**Required action**
Go line by line through the listing below and copy those that hold "water".

**Supplied data**
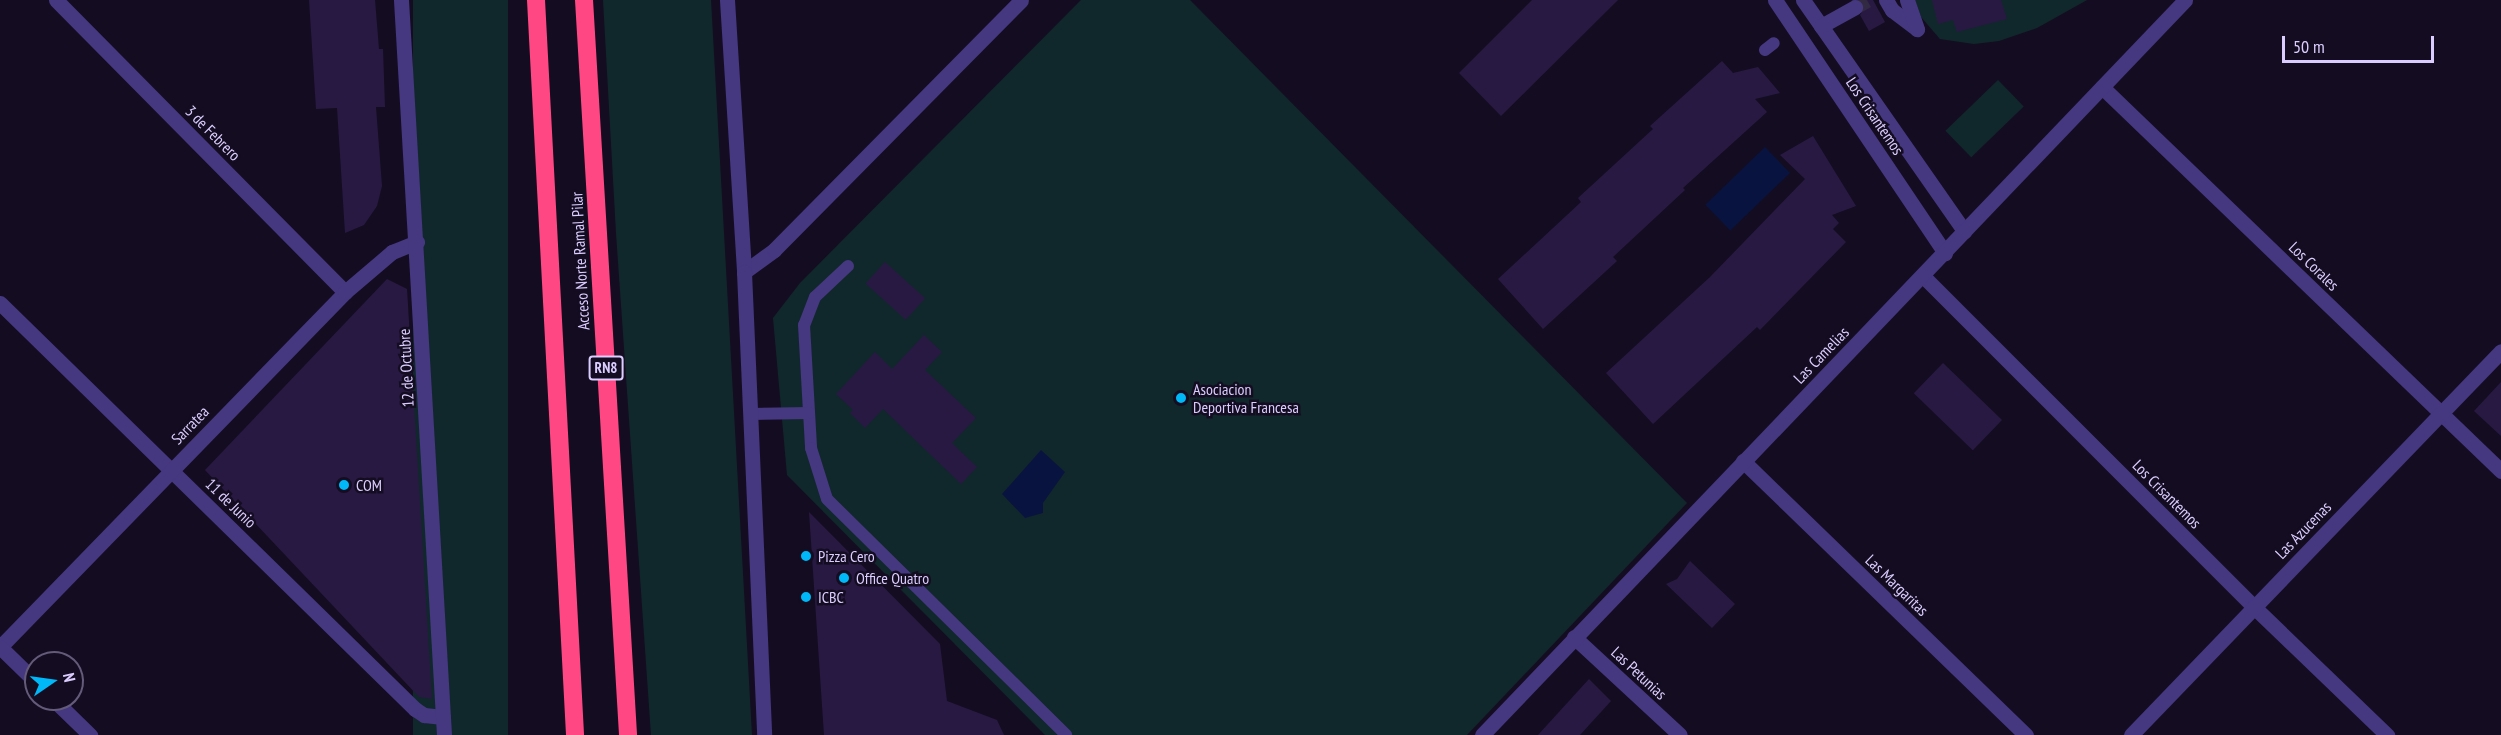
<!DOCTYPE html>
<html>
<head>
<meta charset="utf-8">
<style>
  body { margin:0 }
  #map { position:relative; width:2501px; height:735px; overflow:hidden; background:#140d21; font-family:"PT Sans Narrow",sans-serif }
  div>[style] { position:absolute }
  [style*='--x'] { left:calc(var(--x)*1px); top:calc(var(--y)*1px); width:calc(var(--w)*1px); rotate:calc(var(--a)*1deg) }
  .green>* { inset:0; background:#10282b; transform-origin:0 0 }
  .water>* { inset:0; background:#08143f; transform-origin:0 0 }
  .building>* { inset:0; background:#281943; transform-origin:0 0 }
  .minor-tunnel>* { height:15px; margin-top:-7.5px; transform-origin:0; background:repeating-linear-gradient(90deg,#322a42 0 15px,transparent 0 23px) }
  .service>* { height:12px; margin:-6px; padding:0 6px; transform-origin:6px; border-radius:6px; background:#463781 }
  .minor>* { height:15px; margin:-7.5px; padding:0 7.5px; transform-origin:7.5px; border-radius:7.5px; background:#463781 }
  .tertiary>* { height:15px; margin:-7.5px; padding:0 7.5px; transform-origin:7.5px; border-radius:7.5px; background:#463781 }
  .motorway>* { height:18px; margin:-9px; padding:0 9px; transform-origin:9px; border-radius:9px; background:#ff4883 }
  .dots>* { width:16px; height:16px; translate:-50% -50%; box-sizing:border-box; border:3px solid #140d21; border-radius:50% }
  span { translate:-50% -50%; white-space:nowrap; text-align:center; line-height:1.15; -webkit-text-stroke:5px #140d21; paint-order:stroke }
  .shield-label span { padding:2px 4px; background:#140d21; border:2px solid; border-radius:4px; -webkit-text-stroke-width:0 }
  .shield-label { font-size:15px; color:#dbcdff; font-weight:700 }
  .street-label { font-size:16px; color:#dbcdff }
  .poi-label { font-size:16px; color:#dbcdff }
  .left { translate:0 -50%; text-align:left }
  .north { position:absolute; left:24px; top:651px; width:60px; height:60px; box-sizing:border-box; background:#140d21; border:2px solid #645a7a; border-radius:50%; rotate:77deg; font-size:16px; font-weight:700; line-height:24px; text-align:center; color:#dbcdff }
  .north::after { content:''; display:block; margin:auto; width:21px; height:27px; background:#00b8f8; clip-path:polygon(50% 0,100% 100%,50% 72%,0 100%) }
  .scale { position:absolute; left:2282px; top:36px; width:152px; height:27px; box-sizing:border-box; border:3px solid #dbcdff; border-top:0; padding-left:8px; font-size:18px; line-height:21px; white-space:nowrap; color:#dbcdff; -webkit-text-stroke:4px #140d21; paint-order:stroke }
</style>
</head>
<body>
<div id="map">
  <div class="green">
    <i style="left:413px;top:0;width:95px;height:736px"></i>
    <i style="clip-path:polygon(603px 0,711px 0,752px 735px,651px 735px,616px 233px)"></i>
    <i style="clip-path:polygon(1081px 0,1190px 0,1687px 503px,1467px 735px,1045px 735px,787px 475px,773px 318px,800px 283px)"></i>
    <i style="clip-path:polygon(1915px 0,2087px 0,2037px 28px,1999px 41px,1974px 44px,1940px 39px,1921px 17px)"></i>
    <i style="left:1998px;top:80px;width:37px;height:73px;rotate:46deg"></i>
  </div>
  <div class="water">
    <i style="left:1765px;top:147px;width:36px;height:83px;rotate:46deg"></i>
    <i style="clip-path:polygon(1041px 450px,1065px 472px,1043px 503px,1043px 513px,1025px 518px,1002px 494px)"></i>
  </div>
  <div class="building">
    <i style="clip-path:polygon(309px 0,375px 0,379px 49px,383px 49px,385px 107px,376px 107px,382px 186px,377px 206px,364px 225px,345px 233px,337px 108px,316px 109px)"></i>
    <i style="clip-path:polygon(1532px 0,1618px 0,1501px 116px,1459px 73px)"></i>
    <i style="clip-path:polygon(1861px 0,1873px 0,1885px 22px,1869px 31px,1860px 15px,1865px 8px)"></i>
    <i style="clip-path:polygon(1932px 0,2001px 0,2007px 19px,1957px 32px,1953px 20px,1938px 24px)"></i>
    <i style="clip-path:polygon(1722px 61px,1733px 73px,1758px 67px,1780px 93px,1755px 99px,1767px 112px,1683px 188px,1685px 190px,1613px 257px,1617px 261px,1543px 329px,1498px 279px,1581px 202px,1578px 198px,1653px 129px,1650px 126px)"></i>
    <i style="clip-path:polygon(1813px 136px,1856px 206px,1832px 215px,1839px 223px,1833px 229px,1846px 242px,1760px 330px,1757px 327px,1653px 424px,1606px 373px,1710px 277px,1805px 179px,1780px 155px)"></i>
    <i style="left:885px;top:262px;width:54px;height:29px;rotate:42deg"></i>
    <i style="clip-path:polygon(387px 279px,407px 289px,432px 699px,419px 697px,205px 470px)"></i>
    <i style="clip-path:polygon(924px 335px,942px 352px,925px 370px,976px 418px,952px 443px,977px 467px,961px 484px,883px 409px,865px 428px,850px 413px,853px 410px,836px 394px,875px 352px,892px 369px)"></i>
    <i style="left:1943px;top:363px;width:82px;height:42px;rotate:44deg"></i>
    <i style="clip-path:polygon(2501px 382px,2501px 436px,2474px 411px)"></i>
    <i style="clip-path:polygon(809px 512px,940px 644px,947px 701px,997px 720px,1004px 735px,824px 735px)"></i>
    <i style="clip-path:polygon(1690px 561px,1735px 604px,1712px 628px,1666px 584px,1677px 579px)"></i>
    <i style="clip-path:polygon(1589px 679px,1611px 701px,1580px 735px,1538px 735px)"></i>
  </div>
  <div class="minor-tunnel">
    <i style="--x:1855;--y:7;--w:14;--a:-30"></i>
  </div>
  <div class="service">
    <i style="--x:1765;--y:50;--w:11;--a:-38"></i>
    <i style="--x:848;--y:266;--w:45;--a:136.8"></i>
    <i style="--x:815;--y:297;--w:30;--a:111"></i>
    <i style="--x:804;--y:325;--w:123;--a:86.7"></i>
    <i style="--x:811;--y:448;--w:53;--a:72.6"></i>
    <i style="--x:827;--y:499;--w:336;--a:44.6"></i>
    <i style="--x:750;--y:414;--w:59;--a:-1"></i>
  </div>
  <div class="minor">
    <i style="--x:56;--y:0;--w:411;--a:45.3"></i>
    <i style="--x:1775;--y:0;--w:305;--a:56.1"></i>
    <i style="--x:1803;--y:0;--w:282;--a:55.1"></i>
    <i style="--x:1886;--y:0;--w:12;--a:59"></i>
    <i style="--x:1892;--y:10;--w:31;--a:37"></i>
    <i style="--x:1907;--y:0;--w:31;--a:71"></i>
    <i style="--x:1821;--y:26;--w:39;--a:-29"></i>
    <i style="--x:2102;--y:87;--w:554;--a:43.9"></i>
    <i style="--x:744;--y:272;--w:37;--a:-36"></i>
    <i style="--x:774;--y:250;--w:351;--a:-45.3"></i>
    <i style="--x:1923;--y:276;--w:468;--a:45"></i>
    <i style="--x:2254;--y:607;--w:185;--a:43.9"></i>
    <i style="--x:0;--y:303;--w:581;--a:44.37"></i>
    <i style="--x:415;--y:709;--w:11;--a:34"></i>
    <i style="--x:424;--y:715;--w:19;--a:6"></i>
    <i style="--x:1743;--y:461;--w:394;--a:44.1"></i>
    <i style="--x:1574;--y:637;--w:144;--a:42.8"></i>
    <i style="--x:0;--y:647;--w:495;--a:-45.8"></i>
    <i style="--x:345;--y:292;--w:62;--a:-40.4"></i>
    <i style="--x:392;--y:252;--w:27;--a:-22"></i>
    <i style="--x:0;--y:647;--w:50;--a:44.2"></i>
    <i style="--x:53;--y:699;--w:52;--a:44.2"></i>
    <i style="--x:2131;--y:735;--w:533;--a:-46.06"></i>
  </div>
  <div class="tertiary">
    <i style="--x:401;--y:0;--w:736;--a:86.65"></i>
    <i style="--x:727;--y:0;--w:273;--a:86.4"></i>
    <i style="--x:744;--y:272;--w:463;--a:87.5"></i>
    <i style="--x:1482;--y:735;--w:1017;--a:-46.27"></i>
  </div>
  <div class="motorway">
    <i style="--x:536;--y:0;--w:736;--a:86.96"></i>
    <i style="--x:584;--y:0;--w:736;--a:86.57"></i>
  </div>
  <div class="dots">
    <i style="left:1181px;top:398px;background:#00b8f8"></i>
    <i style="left:344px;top:485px;background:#00b8f8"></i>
    <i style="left:806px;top:556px;background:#00b8f8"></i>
    <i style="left:844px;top:578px;background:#00b8f8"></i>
    <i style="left:806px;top:597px;background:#00b8f8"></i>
  </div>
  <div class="shield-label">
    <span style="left:606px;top:368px">RN8</span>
  </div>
  <div class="street-label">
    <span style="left:1875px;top:116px;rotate:56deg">Los Crisantemos</span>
    <span style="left:213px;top:133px;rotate:45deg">3 de Febrero</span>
    <span style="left:580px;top:261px;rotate:-93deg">Acceso Norte Ramal Pilar</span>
    <span style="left:2314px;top:266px;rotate:44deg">Los Corales</span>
    <span style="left:1821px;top:355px;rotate:-46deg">Las Camelias</span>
    <span style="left:406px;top:368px;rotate:-93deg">12 de Octubre</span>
    <span style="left:190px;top:425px;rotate:-46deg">Sarratea</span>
    <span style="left:2167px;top:494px;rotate:45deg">Los Crisantemos</span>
    <span style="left:231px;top:503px;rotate:44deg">11 de Junio</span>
    <span style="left:2303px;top:530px;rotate:-46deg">Las Azucenas</span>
    <span style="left:1897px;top:585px;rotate:44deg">Las Margaritas</span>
    <span style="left:1639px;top:673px;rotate:43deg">Las Petunias</span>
  </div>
  <div class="poi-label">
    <span class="left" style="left:1193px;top:398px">Asociacion<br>Deportiva Francesa</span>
    <span class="left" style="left:356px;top:485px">COM</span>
    <span class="left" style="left:818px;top:556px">Pizza Cero</span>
    <span class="left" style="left:856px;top:578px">Office Quatro</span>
    <span class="left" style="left:818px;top:597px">ICBC</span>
  </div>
  <div class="north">N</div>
  <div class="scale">50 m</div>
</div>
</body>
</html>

**Solution for this exercise**
  .water>* { inset:0; background:#08143f; transform-origin:0 0 }
  <div class="water">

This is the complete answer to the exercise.